Saudi Arabia, Mohammed bin Salman, trump

It appears every week brings us closer to all out war in the middle east. This past week, Crown Prince Mohammed bin Salman of Saudi Arabia consolidated his power by arresting 11 of his royal cousins. The arrests, were without formal charges or any legal process and were presented as a crackdown on corruption.

The western world, all to careful not to criticize America’s allies, has championed the so-called crack down on corruption as well as other domestic reforms. Finally allowing women in Saudi Arabia to drive for example. While all this restructuring is happening quickly at home however, the region is in increasing turmoil.

For starters, we need not look further than Saudi Arabia’s neighbor to the south, Yemen. Just as America likes to wage war on the poorest of countries, so too does Saudi Arabia. The American backed Saudi coalition has been bombing the country back to the stone age for the last two years to put down an uprising by the Shia led Houthi political movement.

The entire country of Yemen is surrounded by the Saudi coalition and the blockade they’ve imposed, unless lifted, will lead to the starvation of up to seven million Yemeni citizens in the coming weeks. Despite the United States providing weapons, air support and logistics, Congress has refused to act and the American media has barely mentioned it.

Prince Mohammed bin Salman has had his hands full. In addition to countering the rebellion in Yemen, the Prince seems to be tasked with the responsibility of turning the tide of Iranian influence in the region.

Iran is a predominately Shiite country, but only about 15% of Muslims worldwide call themselves Shiite. Shia Muslims are considered less radical and more peaceful. Iran, like any regional power, lends it support to other countries where Shiites are fighting for control such as post war Iraq, Lebanon, Syria and of course Yemen.

Needless to say, Saudi Arabia and Iran have been regional and religious rivals seemingly since the beginning of time and therefore see each other as a threat. The question lies with stability.

In the past months, Saudi Arabia has sought to destabilize the region by first boycotting Qatar with it’s allies over some fabricated quotes from the county’s Emir.

Crown Prince Salman then blamed Iran on a number of incidents. The first being a rocket fired from Yemen over Riyadh. Iran denies providing missiles to Houthi rebels in Yemen, which the United States now says they can prove. However, it should be noted that simply selling or providing weapons to allies is not a declaration of war, a differing in what Saudi Arabia would have us believe.

A few days later we saw the surprise resignation of Lebanese Prime Minister Saad Hariri, who announced his resignation in Riyadh in Saudi Arabia. In televised remarks, Mr Hariri said that he was stepping down because of an unspecified threat to his life. He then accused Iran and Hezbollah, a Shia group, of taking over Lebanon and destabilising the wider region and has not spoken since.

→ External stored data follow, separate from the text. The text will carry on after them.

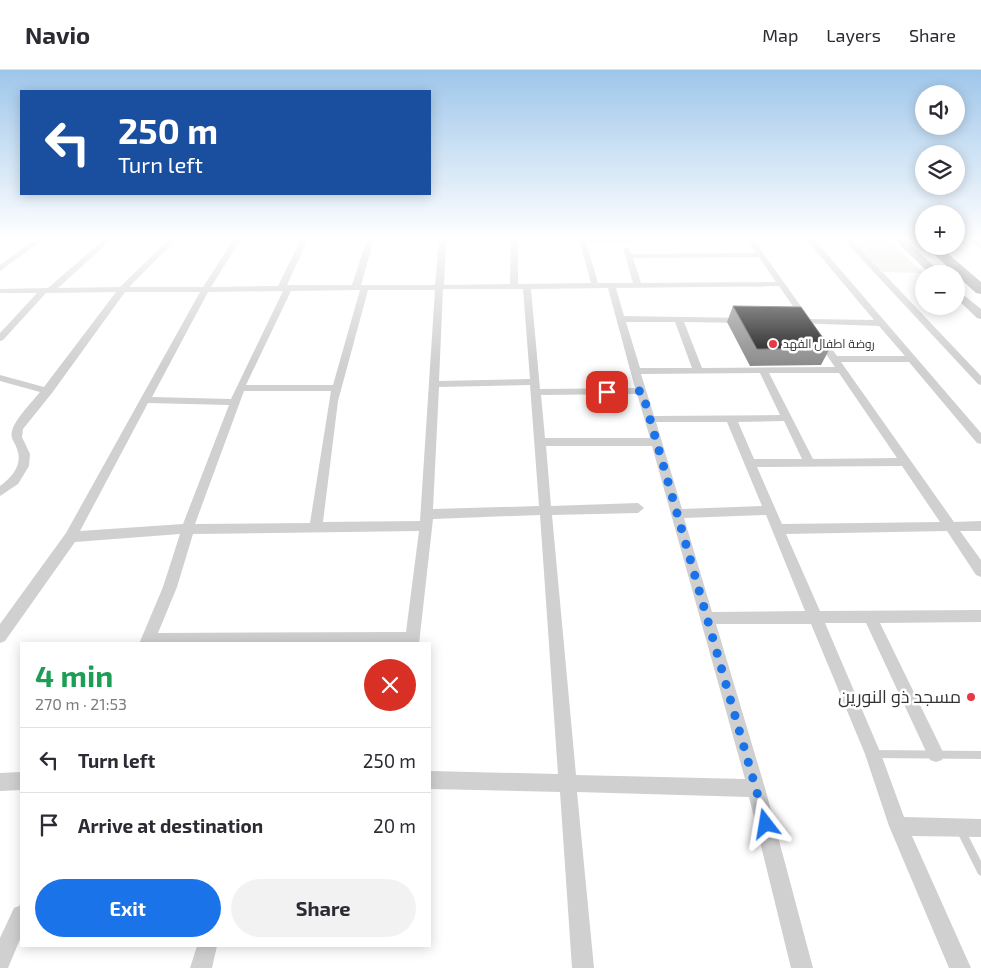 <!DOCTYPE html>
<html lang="en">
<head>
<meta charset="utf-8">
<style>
	:root { --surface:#fff; --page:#f2f2f3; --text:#2b2b33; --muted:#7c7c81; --line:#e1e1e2; --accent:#1a73e8 }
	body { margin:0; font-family:"Exo 2",Cairo,sans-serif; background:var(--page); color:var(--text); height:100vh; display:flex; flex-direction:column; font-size:19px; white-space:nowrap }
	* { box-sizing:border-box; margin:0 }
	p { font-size:16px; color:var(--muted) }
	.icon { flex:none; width:28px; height:28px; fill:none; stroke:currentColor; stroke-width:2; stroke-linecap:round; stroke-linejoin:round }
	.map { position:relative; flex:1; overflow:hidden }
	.sheet { position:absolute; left:20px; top:572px; width:411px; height:305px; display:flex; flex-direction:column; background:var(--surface); border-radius:0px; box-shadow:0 2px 12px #0003 }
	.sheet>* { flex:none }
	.top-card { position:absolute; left:20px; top:20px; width:411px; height:105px; border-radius:0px; box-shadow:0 2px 12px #0003; background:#1a4fa0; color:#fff; overflow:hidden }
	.buttons { position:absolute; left:915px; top:15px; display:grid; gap:10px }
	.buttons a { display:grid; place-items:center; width:50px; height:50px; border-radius:50%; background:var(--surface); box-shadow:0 2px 12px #0003; font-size:25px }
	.pin { position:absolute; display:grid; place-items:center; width:42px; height:42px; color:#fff; margin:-21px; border-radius:10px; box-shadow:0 2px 8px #0006 }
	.me { position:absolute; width:55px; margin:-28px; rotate:346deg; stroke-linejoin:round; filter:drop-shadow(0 0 4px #0008) }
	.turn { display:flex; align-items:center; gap:18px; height:105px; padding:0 15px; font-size:22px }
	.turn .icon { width:65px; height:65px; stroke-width:2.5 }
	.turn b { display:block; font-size:35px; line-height:42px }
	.round { display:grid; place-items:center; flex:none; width:52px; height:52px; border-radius:26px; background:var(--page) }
	.head { display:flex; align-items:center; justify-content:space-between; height:85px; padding:0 15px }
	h1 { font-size:30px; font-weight:700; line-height:38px; color:#1e9e55 }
	.action { display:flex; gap:10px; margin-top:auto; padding:10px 15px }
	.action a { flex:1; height:58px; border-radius:30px; background:var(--accent); color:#fff; font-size:20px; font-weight:700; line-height:58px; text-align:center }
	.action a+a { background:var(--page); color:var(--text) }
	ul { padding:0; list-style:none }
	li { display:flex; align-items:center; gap:15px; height:65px; padding:0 15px; border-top:1px solid var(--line) }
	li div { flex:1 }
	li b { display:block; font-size:19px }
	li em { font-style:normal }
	header { display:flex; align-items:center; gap:30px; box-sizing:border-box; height:70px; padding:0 25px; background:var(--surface); border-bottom:1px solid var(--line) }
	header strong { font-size:24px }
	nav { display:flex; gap:28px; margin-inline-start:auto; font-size:18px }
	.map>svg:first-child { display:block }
	.green { fill:#e6ecdf }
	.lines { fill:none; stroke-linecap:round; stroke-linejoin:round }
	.lane { fill:#d0d0d0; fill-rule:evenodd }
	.street { fill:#d0d0d0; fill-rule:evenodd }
	.secondary { fill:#bdbdbd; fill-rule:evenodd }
	.highway { fill:#9a9a9a; fill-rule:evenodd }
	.wall { fill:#8c8c8c }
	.building { fill:#1a1a1a; stroke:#5f5f5f }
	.route { stroke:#1a73e8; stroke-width:9; stroke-dasharray:0 16.2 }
	.poi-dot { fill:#e63946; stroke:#fff; stroke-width:2 }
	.labels { text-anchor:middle; stroke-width:5; stroke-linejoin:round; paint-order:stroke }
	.far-poi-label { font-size:12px; fill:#333; stroke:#fff; text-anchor:start }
	.near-poi-label { font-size:18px; fill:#333; stroke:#fff; text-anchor:end }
</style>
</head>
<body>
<header>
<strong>Navio</strong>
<nav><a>Map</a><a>Layers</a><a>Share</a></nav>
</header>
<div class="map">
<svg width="981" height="898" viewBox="0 0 981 898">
	<rect width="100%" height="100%" fill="#fff"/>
	<path class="green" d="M850,169h38l35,34 -40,-1z"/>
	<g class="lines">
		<g class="lane">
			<path d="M874,680l107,1v8l-107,-1 -3,-1 -1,-3 1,-3z"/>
			<path d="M961,755l3,2 17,34v15l-3,-2 -22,-44 2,-3z"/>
		</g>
		<g class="street">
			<path d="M36,169h8l-44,32v-6z"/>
			<path d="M104,169h8l-54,49 62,-1 49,-48h8l-48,48h74l31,-48h7l-30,48 67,-1 23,-47h7l-21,46h65l15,-46h7l-13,46h74l4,-46h7l-2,46 66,-1 1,-45h7v45l73,-1 -12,-44h92l-4,2 -81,1 12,41h35l-10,-35h6l2,6 125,-1 -10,-14h7l57,80 64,1 -68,-81h8l167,194v11l-4,-1 -68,-81h-68l113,160 27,-1v10h-21l21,29v17l-5,-2 -29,-44 -161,3 34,77 161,-1v12l-101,1 64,131 -2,6 -6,2 -6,-2 -64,-137h-41l56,131 23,63 77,2v18l-69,-1 59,132h-22l-60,-142 -24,-72 -54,-130h-95l49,164 48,180h-22l-42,-171 -172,-5 17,176h-22l-12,-176 -130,-3v-18l128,3 -18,-259 -107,4 -14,125h-280l24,-57 17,-53 -105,8 -70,99 -5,2v-19l66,-91 134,-241h-75l-73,101 -29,36 -1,8 8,17 -1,12 -11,18 -18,12v-10c12,-9 23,-21 17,-37 -2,-7 -7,-10 -5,-18 3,-12 20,-29 28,-39l-40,-11v-6l44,12 72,-95 -70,1 -43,47 -3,1v-8l37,-40h-37v-4l48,-1zM759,187l17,25 -135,1 -8,-25zM779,216l22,32 -6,1v4l84,3 26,30h-68l-15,-21 -3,-1 -5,3 21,30 -133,1 -18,-46 59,1 3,-1v-4l-122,-2 -8,-28zM608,218l27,100 -95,1 -9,-100zM443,219h80l7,90 -91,2zM360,220l-27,95h-87l45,-94zM368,220h67l-15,231 -97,1 15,-121zM283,221l-52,108 -79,-2 56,-105zM626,252h49l17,46h-52zM760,303l20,42 -126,1 -13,-42zM769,303h70l58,85 -84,1zM530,315l9,121 -106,3 6,-122zM244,321h87l-21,132 -115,1zM637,324l13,44h-105l-4,-43zM148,333l81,2 -46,119 -103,7zM784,351l18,38h-48l-16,-37zM656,352h71l35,84 -80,3zM546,376h106l93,333 -169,-4 -24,-260 86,-2 6,-5 -6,-5 -87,3zM902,396l38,56 -158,2 -25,-57zM766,445l39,96 -93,1 -28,-94zM419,461l-13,101 -248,1 19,-46 16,-53z"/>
			<path d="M843,169h8l130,137v9l-3,-1z"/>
			<path d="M21,702v18l-21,1v-18z"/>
			<path d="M21,835v32l-13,31h-8v-30l14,-30z"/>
			<path d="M197,876h20l-5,22h-22z"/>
		</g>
		<g class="secondary">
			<path d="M894,169h11l37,35h-12z"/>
			<path d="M968,169h11l2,9z"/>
			<path d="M956,219l25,20v10l-4,-1 -21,-20z"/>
		</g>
		<path class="highway" d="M925,176h14l42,36v12l-5,-1z"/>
	</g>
	<path class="wall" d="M733,236l97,42 -9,17 -71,1 -23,-44z"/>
	<path class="building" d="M733,236l68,1 29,41 -73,1z"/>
	<linearGradient id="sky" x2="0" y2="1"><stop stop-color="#9ec6ea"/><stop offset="0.57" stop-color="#fff"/><stop offset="1" stop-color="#fff" stop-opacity="0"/></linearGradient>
	<rect width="981" height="295" fill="url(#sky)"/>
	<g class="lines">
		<path class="route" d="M607,322l35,-1 124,433"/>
	</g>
	<g class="poi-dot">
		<circle cx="773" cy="274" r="5"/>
		<circle cx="971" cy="627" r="5"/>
	</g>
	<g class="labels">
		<g class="far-poi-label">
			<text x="783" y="278">روضة اطفال الفهد</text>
		</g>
		<g class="near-poi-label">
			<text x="961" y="633">مسجد ذو النورين</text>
		</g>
	</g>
</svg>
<div class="buttons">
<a><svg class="icon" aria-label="sound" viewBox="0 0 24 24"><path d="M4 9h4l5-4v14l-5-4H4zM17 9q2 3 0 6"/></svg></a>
<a><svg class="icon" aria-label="layers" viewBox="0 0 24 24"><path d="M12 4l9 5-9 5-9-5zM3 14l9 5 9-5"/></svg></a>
<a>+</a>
<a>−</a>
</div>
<div class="pin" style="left:607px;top:322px;background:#d93025"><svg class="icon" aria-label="arrive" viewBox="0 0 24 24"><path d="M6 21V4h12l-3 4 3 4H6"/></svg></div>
<svg class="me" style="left:766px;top:754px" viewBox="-20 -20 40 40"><path d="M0-17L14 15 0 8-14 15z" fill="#1a73e8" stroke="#fff" stroke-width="4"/></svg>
<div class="top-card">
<div class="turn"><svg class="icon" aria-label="left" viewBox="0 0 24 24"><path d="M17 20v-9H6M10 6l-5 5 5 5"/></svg><div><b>250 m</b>Turn left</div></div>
</div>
<section class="sheet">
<div class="head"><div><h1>4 min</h1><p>270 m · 21:53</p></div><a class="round" style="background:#d93025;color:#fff"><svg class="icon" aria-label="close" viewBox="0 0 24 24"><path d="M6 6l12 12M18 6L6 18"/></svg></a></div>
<ul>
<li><svg class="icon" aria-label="left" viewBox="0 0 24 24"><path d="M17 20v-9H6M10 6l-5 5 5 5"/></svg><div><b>Turn left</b></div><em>250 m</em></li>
<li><svg class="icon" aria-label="arrive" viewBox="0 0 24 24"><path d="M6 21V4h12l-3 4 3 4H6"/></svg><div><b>Arrive at destination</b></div><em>20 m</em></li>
</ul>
<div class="action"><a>Exit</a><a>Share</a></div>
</section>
</div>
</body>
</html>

Within Lebanon however, no one believes Hariri’s remarks to be true. Iran and Hezbollah, accuse Saudi Arabia of holding Hariri hostage. “The obscurity surrounding the condition of Prime Minister Saad Hariri since his resignation a week ago means that all positions and actions declared by him or attributed to him do not reflect the truth,” President Aoun said.

Last Thursday Saudi Arabia and its regional allies issued a travel warning to the country and ordered their citizens in Lebanon to leave the country immediately. Suggesting of course that hostilities are around the corner.

So why the sudden hawkish rhetoric from Saudi Arabia? Hostilities with Iran are nothing new, but proxy wars on multiple fronts and the threat of a wider conflict are rather unprecedented. What is Mohammed bin Salman’s motivation?

A few weeks ago, President Trump decided to not re-certifying the multi-national deal that effectively prevents Iran from perusing nuclear weapons. For the past few months he has also pondered the idea of designating Iran’s Islamic Revolutionary Guard Corps a terrorist organization.

Before the purge in Saudi Arabia, I believed President Trump was laying the ground work for war with Iran. Now I’m increasingly convinced that Saudi Arabia will do it for them (or with them). Donald Trump’s first foreign visit as President was, after all, to the Kingdom of Saud. We may now be finding out why.

Trump knows less about foreign policy then the average Fox News viewer, but he does know Saudi Arabia and Israel are America’s allies. Both have the utmost hatred for Iran and both are counties that Trump had hoped to invest in before becoming President. As corrupt as Trump can be, and this is pure speculation of course, I wouldn’t be surprised if the Donald capitalizes on any confrontation in the region.

Jared Kushner, Donald Trump’s son-in-law and senior adviser, recently met with Prince Salman for the third time since Trump took office. Foreign Policy magazine has suggested that Jared Kushner, Mohammed bin Salman, and Benjamin Netanyahu are up to something. That something is a plan to squeeze Iran. The enemy of my enemy is my friend as they say.

Saudi Arabia and Iran have been in a state of cold war for decades, but it is increasing looking like the holy trio of Arabia, Israel and the U.S. are willing to warm it up. Potentially to a boiling point. The Middle East may burn and once again the United States will have its hands on the flame thrower.